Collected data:
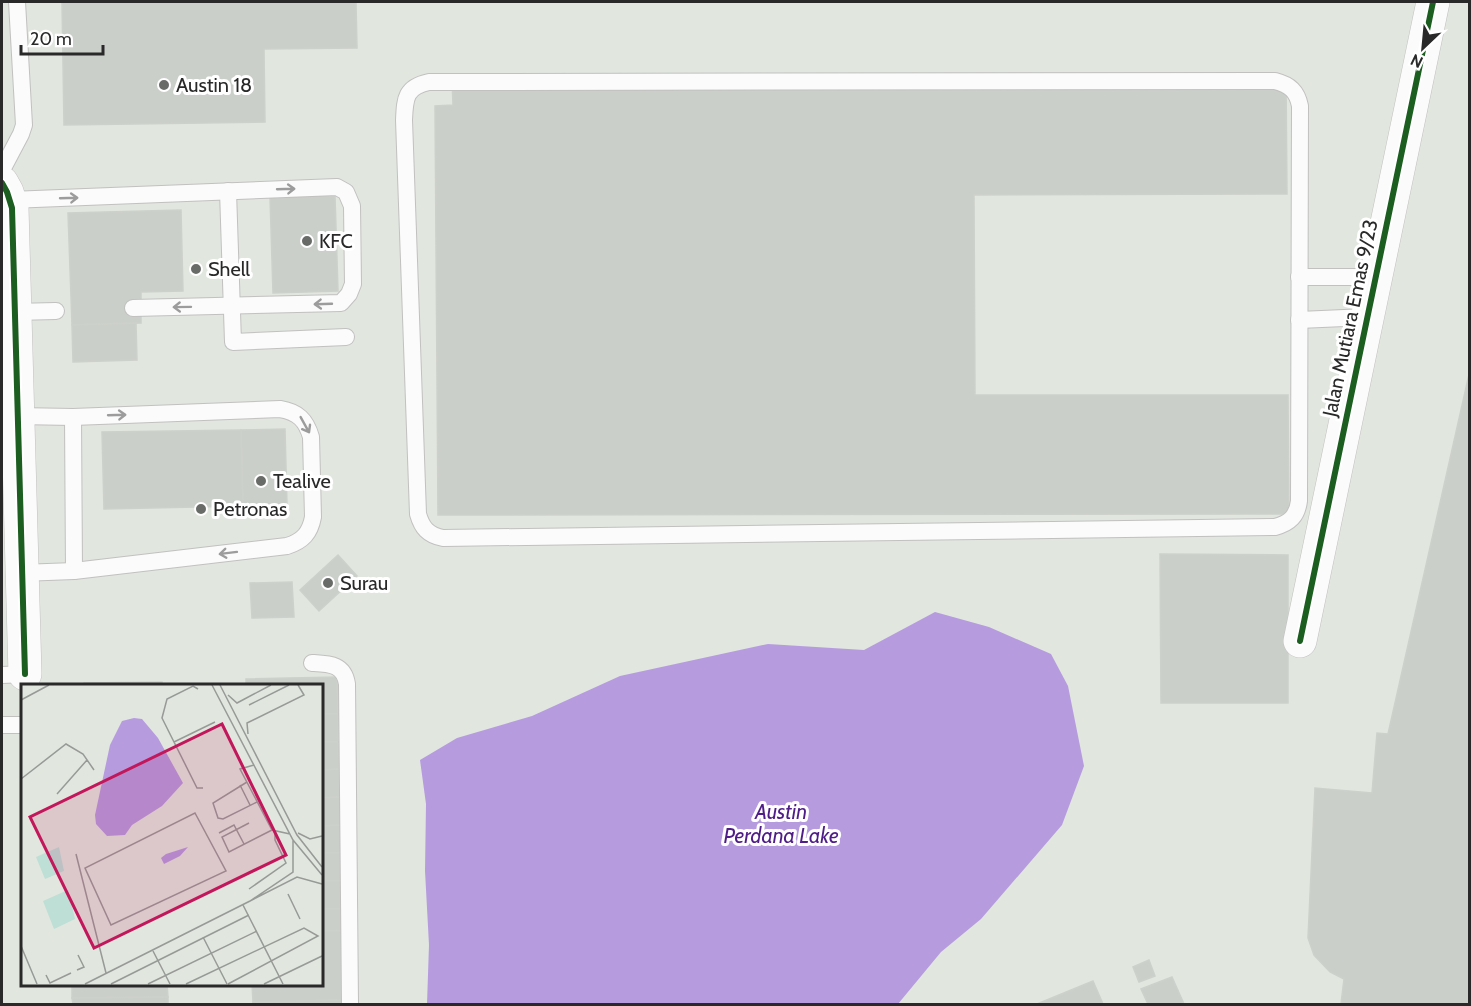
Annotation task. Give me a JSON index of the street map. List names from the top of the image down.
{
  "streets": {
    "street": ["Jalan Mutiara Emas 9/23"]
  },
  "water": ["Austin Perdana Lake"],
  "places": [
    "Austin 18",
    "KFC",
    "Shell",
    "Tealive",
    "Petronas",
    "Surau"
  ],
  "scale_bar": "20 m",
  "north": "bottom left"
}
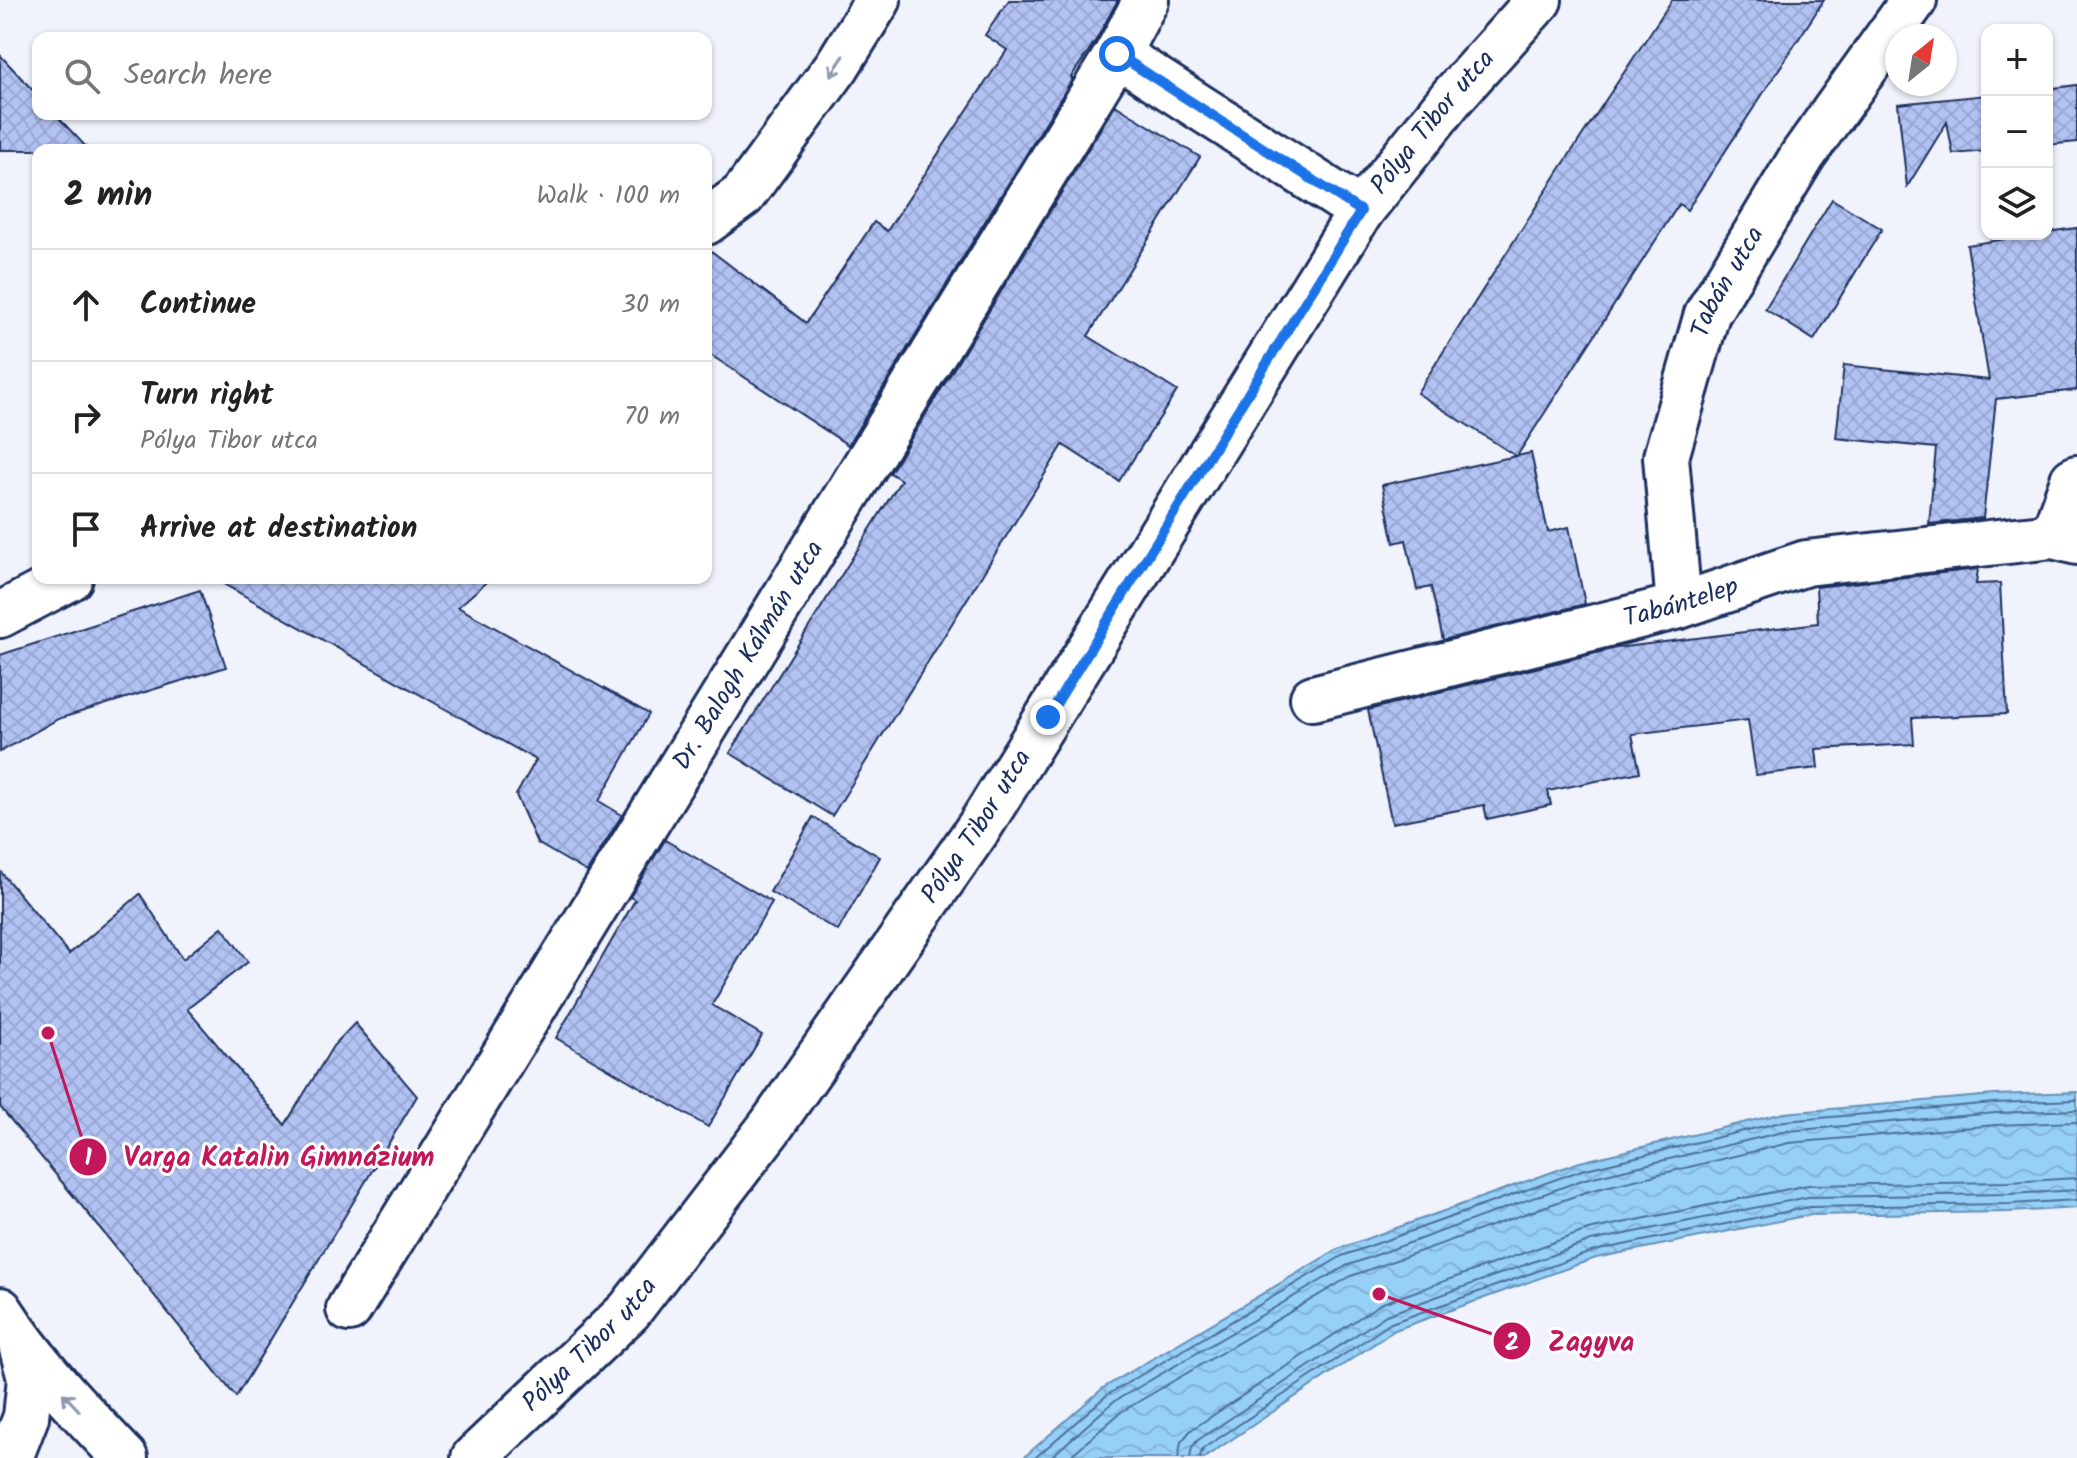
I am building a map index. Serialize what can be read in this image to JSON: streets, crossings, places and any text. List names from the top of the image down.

PROBLEM DETAILS: Leave out the pictures and transcribe the entries above exactly.

WRITTEN SOLUTION:
Annotation task. Give me a JSON index of the street map. List names from the top of the image down.
{
  "streets": {
    "street": ["Jalan Mutiara Emas 9/23"]
  },
  "water": ["Austin Perdana Lake"],
  "places": [
    "Austin 18",
    "KFC",
    "Shell",
    "Tealive",
    "Petronas",
    "Surau"
  ],
  "scale_bar": "20 m",
  "north": "bottom left"
}
I am building a map index. Serialize what can be read in this image to JSON: streets, crossings, places and any text. List names from the top of the image down.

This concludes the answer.